Fresh protests in Iraq demand elections, justice for those killed by security forces

The protesters reiterated the demands from when the anti-government agitation began in October 2019. They took place despite the new prime minister Mustafa al-Kadhimi making conciliatory gestures and promising to address their demands

May 11, 2020 by Peoples Dispatch
Iraq protests
Protesters accused the government of being part of the traditional elite which was responsible for the corruption and economic crisis.

Iraq saw a new round of protests on Sunday, May 10, just days after the formation of the new Iraqi government under prime minister Mustafa al-Kadhimi.
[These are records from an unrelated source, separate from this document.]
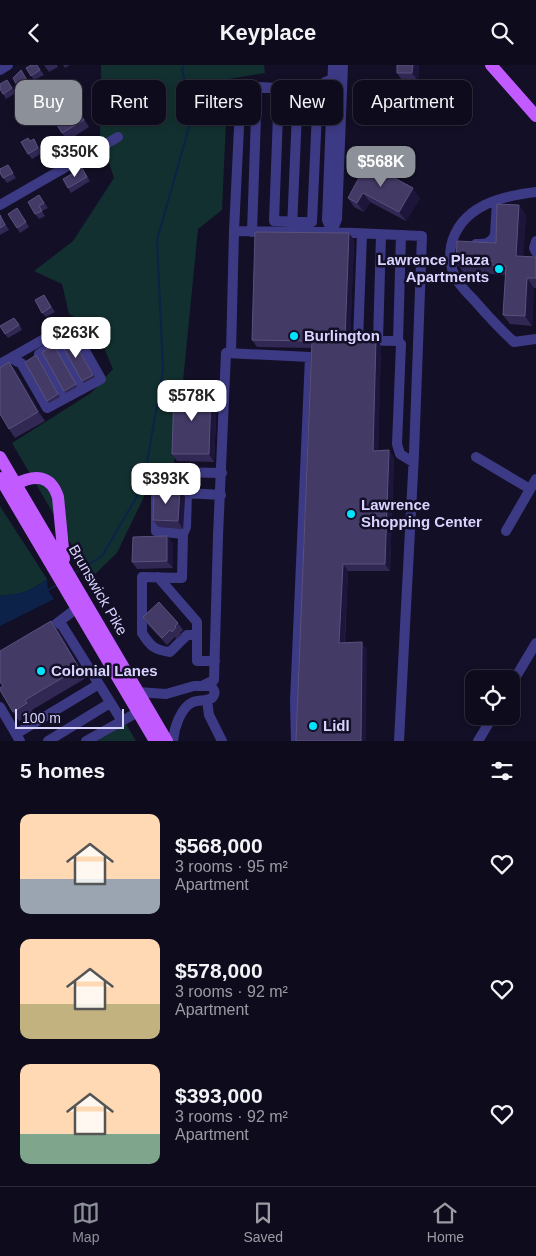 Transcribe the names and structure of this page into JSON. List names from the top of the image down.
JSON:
{
  "streets": {
    "main road": ["Brunswick Pike"]
  },
  "places": [
    "Lawrence Plaza Apartments",
    "Burlington",
    "Lawrence Shopping Center",
    "Colonial Lanes",
    "Lidl"
  ],
  "scale_bar": "100 m",
  "page": {
    "header": "Keyplace",
    "chip": [
      "Buy",
      "Rent",
      "Filters",
      "New",
      "Apartment"
    ],
    "price": [
      "$350K",
      "$568K",
      "$263K",
      "$578K",
      "$393K"
    ],
    "scale": "100 m",
    "heading": "5 homes",
    "list": [
      {
        "name": "$568,000",
        "note": "3 rooms · 95 m² · Apartment"
      },
      {
        "name": "$578,000",
        "note": "3 rooms · 92 m² · Apartment"
      },
      {
        "name": "$393,000",
        "note": "3 rooms · 92 m² · Apartment"
      }
    ],
    "tabs": ["Map", "Saved", "Home"]
  }
}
The demonstrations took place in major cities such as Baghdad, Babel, Wasit and Nasiriyah.

In the capital, Baghdad protesters gathered in Tahrir (Liberation) square despite the norms against such mobilizations in light of the COVID-19 pandemic.

The protesters shouted slogans against the government, such as “the people want the fall of the regime”, and threw stones and Molotov cocktails at the security forces standing guard at the adjacent al-Jumhuriyah bridge, which connects the city to the high-security Green Zone. They accused the new government of being part of the same old corrupt and incompetent Iraqi political and business elite who are responsible for the poverty, unemployment, mismanagement and misgovernance.
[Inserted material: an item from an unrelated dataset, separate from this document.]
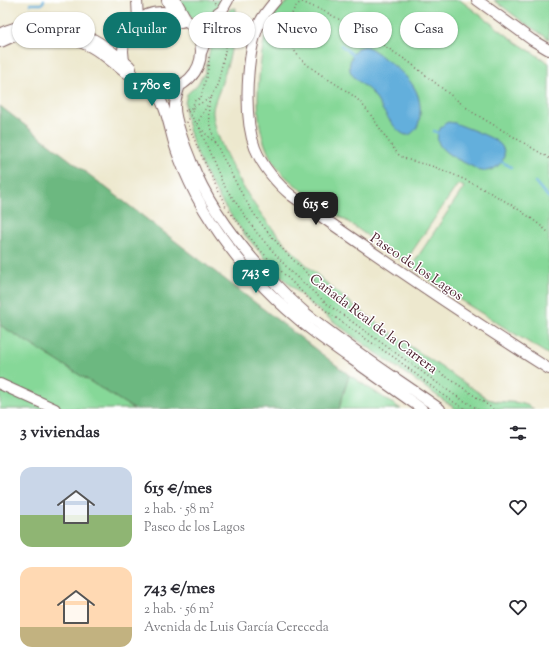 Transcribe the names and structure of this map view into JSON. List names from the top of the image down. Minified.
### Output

They also reiterated several of their original demands from when the protests began in October 2019, including early elections, a new voting law, a complete reform of the country’s political  system and removal of the existing ruling class. The protesters sought an investigation into the killing of more than 600 protesters by the security forces since October 1, the date when the anti-establishment protests began.

The southern city of Wasit saw protesters burning down the headquarters of the Badr organization, as well as the home of a member of the Iraqi parliament of a different political faction.
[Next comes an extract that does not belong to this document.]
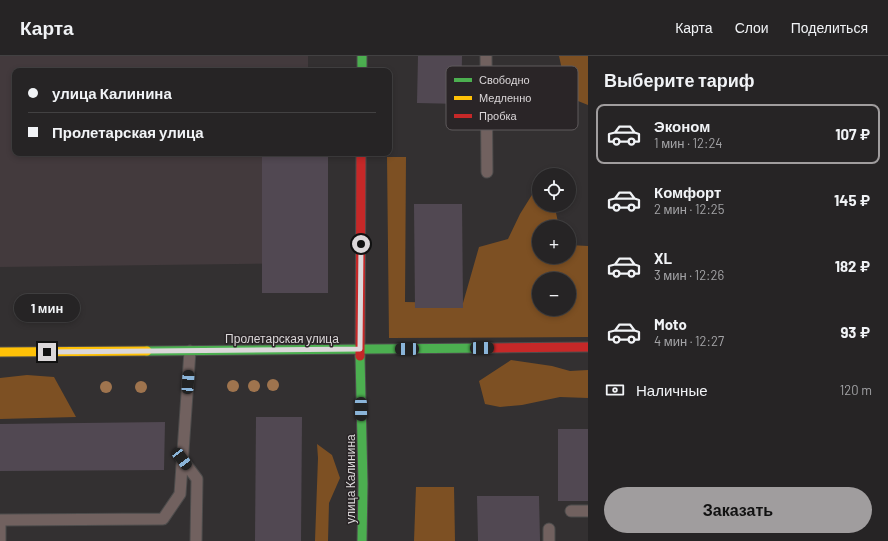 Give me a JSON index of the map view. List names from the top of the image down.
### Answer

The protests went ahead even though prime minister al-Kadhimi had on Saturday, May 9, announced a few conciliatory measures including promising thorough investigations into the killing of protesters, and releasing those who are in prison. The prime minister had also called upon the parliament to adopt the new voting law needed for fresh elections, a key demand of the protesters. In another major move, he reinstated and promoted general Abdulwahab al-Saadi, a popular military figure among the protesters, to the position of the head of Iraq’s elite Counter-Terrorism Service

Al-Kadhimi also announced the reversal of the previous government’s decision to block all state spending, including salaries and pension payments for civil servants, adding that pensions will start being paid out in the next few days. This decision will affect one in every five Iraqi citizens.

Nevertheless, some of the protesters told al-Jazeerah that Al-Kadhimi has only 10 days to prove himself, and if he fails to meet their demands, the protests will intensify.